## Problem statement
Each line of the entries that mentions the string "Salvation" needs to be reported.

···

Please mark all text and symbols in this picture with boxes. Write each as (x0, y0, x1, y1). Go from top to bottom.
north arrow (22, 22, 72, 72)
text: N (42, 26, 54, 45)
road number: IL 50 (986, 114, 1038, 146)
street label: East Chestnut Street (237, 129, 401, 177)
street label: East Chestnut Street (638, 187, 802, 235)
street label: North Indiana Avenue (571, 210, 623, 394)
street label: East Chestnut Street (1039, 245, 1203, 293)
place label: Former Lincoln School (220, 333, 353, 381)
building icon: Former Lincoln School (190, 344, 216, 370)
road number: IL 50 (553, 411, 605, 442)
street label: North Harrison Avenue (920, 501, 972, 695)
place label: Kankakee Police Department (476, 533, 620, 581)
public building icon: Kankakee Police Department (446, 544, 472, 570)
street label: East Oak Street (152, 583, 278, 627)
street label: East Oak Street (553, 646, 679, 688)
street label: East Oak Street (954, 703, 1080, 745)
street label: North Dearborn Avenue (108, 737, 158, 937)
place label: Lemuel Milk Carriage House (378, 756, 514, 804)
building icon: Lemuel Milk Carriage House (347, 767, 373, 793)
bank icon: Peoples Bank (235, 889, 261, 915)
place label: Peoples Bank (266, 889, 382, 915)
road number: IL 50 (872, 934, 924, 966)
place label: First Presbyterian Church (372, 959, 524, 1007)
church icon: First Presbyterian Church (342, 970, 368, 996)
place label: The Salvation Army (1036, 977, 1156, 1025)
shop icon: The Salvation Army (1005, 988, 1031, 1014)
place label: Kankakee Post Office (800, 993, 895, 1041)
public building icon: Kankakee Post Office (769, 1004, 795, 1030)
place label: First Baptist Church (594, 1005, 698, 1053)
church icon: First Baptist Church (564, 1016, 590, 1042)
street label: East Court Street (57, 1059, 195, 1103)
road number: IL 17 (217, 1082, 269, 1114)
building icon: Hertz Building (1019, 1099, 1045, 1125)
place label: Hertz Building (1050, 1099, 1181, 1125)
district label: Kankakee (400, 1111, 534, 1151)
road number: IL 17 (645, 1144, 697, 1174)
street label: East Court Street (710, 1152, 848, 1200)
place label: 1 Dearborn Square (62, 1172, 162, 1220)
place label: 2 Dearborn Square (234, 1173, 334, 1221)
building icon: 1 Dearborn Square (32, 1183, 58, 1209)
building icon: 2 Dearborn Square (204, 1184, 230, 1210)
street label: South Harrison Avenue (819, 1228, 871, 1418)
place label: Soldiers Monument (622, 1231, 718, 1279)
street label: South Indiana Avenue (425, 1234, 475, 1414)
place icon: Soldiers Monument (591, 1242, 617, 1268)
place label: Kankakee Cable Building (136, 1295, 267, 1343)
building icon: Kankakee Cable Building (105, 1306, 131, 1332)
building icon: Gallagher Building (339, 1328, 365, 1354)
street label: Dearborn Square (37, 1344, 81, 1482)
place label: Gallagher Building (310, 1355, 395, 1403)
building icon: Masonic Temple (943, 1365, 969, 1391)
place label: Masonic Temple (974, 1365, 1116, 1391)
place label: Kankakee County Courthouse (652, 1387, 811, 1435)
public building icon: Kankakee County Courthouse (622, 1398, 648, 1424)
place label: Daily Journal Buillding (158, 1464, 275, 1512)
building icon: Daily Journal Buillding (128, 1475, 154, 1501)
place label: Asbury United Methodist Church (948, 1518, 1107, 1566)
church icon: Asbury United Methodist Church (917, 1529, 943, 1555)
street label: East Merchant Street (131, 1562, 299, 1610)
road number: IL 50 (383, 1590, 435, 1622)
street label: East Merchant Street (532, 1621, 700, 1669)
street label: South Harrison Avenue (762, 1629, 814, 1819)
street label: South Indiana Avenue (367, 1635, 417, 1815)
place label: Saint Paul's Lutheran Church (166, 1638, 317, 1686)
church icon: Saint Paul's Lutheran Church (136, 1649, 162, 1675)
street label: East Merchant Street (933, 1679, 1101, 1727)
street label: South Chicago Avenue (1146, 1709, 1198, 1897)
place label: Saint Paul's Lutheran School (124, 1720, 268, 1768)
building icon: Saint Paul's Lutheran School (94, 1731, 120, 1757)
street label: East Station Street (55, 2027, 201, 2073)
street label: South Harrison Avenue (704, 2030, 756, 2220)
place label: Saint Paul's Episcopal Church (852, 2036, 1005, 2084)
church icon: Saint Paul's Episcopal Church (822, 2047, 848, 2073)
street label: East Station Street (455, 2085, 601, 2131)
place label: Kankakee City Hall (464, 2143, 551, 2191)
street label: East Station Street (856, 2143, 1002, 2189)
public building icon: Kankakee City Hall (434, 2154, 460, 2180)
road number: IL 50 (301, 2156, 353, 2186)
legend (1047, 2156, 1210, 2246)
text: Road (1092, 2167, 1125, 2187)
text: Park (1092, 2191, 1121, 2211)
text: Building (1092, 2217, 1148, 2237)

···

## Finished exercise
place label: The Salvation Army (1036, 977, 1156, 1025)
shop icon: The Salvation Army (1005, 988, 1031, 1014)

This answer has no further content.